SBS 301 Cultural Diversity/Prof. Koptiuch         Fall 2014       Personal Memory Ethnographies

Alysia Jacobs

Changed My Perception

            I had been a cashier at two different Harris Teeter grocery stores. Harris Teeter is a very popular grocery store in Greensboro, North Carolina and gained the reputation as being one of the better grocery stores, frequented most by those of higher social classes. There are other grocery stores in the area, but most shoppers comment a lot on the quality Harris Teeter guarantees with their products. Since I am African American I wanted to be sure that I did not come across as a ghetto teenager looking for a job. I was hired and soon I saw firsthand the race and social class differences I had only heard about before. When I had shopped there with my mother the differences weren’t apparent. Many view WIC and food stamps as government assisted programs for only minorities. Now I was able to see Caucasian women who drove nice cars using WIC vouchers and paying for their groceries with food stamps. Such examples illustrated how social class is not always determined by the car you drive, the place you shop, the money you have, or your race.

Working at Harris Teeter did expose me to some negative people of different races and higher social classes who clearly felt they were better than others. Once I noticed a Caucasian customer put her money on the counter instead of in my hand. On a previous occasion I had seen that same customer place their money in the hands of my Caucasian co-worker. So I concluded she didn’t do the same for me because I am African-American. Not puzzled by the look on my face, I could only gather that the customer could care less how I felt. There were many white customers that didn’t understand the concept of a WIC voucher, and didn’t appreciate having to wait in line to be checked out because of the lengthy process a WIC voucher created.

I was left thinking everyone has hard times, WIC today did not mean poor always. I did not let those negative comments affect me, but I do remember going home wondering why some people feel they are better than others. Typically, customers buy as much baby formula as their voucher allows, and they also buy other essentials with them as well. Certain vouchers allow the purchase of fresh produce for fruits and vegetables. Racism still exist in the South regardless of what the law states, so  while watching African-American customers pull out their twenty plus vouchers, I always heard smart comments from customers waiting behind.

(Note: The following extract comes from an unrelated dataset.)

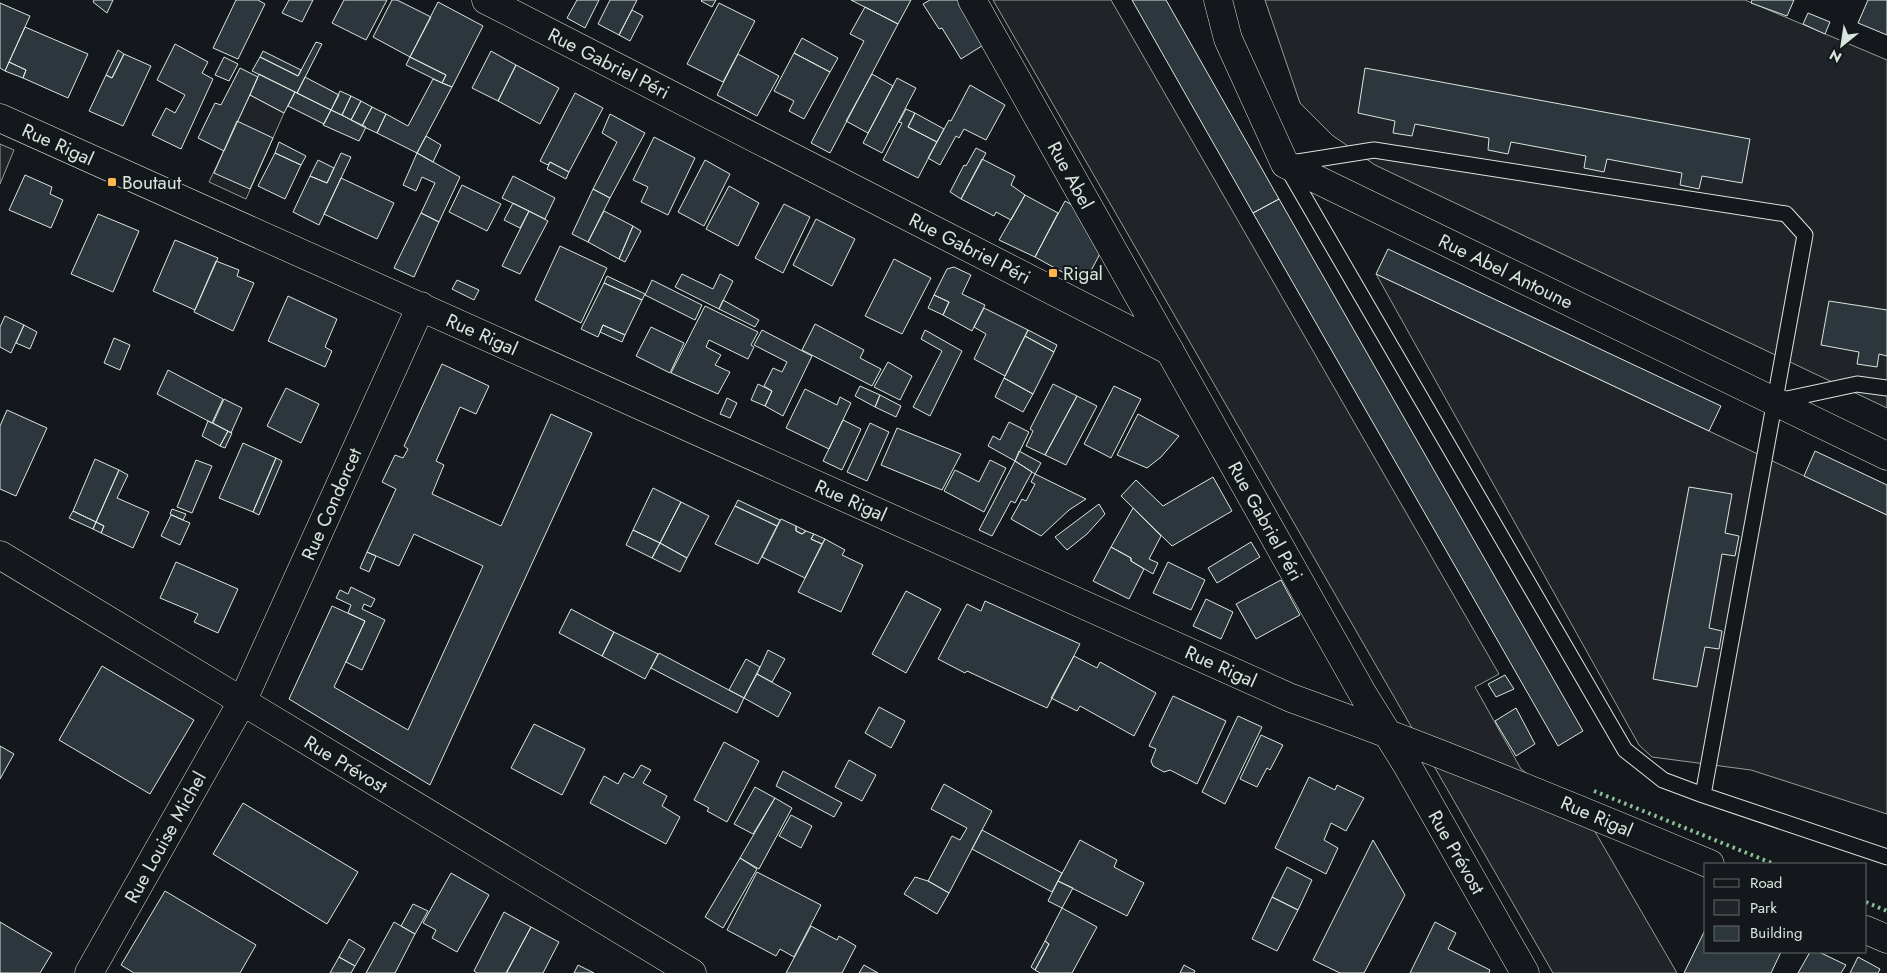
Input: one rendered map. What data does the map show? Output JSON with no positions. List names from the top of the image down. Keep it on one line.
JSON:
{"streets":{"street":["Rue Gabriel Péri","Rue Rigal","Rue Abel","Rue Abel Antoune","Rue Condorcet","Rue Prévost","Rue Louise Michel"]},"crossings":[["Rue Gabriel Péri","Rue Rigal"],["Rue Gabriel Péri","Rue Abel"],["Rue Gabriel Péri","Rue Prévost"],["Rue Rigal","Rue Condorcet"],["Rue Rigal","Rue Prévost"],["Rue Condorcet","Rue Prévost"],["Rue Condorcet","Rue Louise Michel"],["Rue Prévost","Rue Louise Michel"]],"places":{"transit":["Boutaut","Rigal"]},"legend":["Road","Park","Building"],"north":"bottom left"}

 I also can remember a time when an African American customer was buying her baby formula with a WIC voucher. The next customer in line, who I assume was quite wealthy and white, was frustrated for having to wait and said “I don’t know why they keep having babies they cannot afford”. I wondered about the “they” she spoke of. Were the “they” young mothers, or African Americans or those that used government assistance? Was she addressing me too, when my name was clearly in her view on my magnetic name tag? This customer paid for her items with her credit card and walked away, almost with her nose in the air. This is a new generation; yes she was a young mother, yes she is black but she is providing for her daughter. Was the credit card user mad because of the multiple transactions this young African-American mother needed so that her child could eat that night? Or was she upset because in her mind she shouldn’t have had a child if she needed government assistance? Or maybe she was just upset because she just didn’t want black people in her world.

The murder of Trayvon Martin, February 26th, 2012, was still very new during the time of my incident. There were rallies held to support the cause and information given to African-Americans so they could understand their rights. Whether or not the young lady I was checking out could afford to take care of her baby without assistance didn’t mean anything. This young lady had the right to ask for assistance as well as the right to use it in any grocery store that would accept it.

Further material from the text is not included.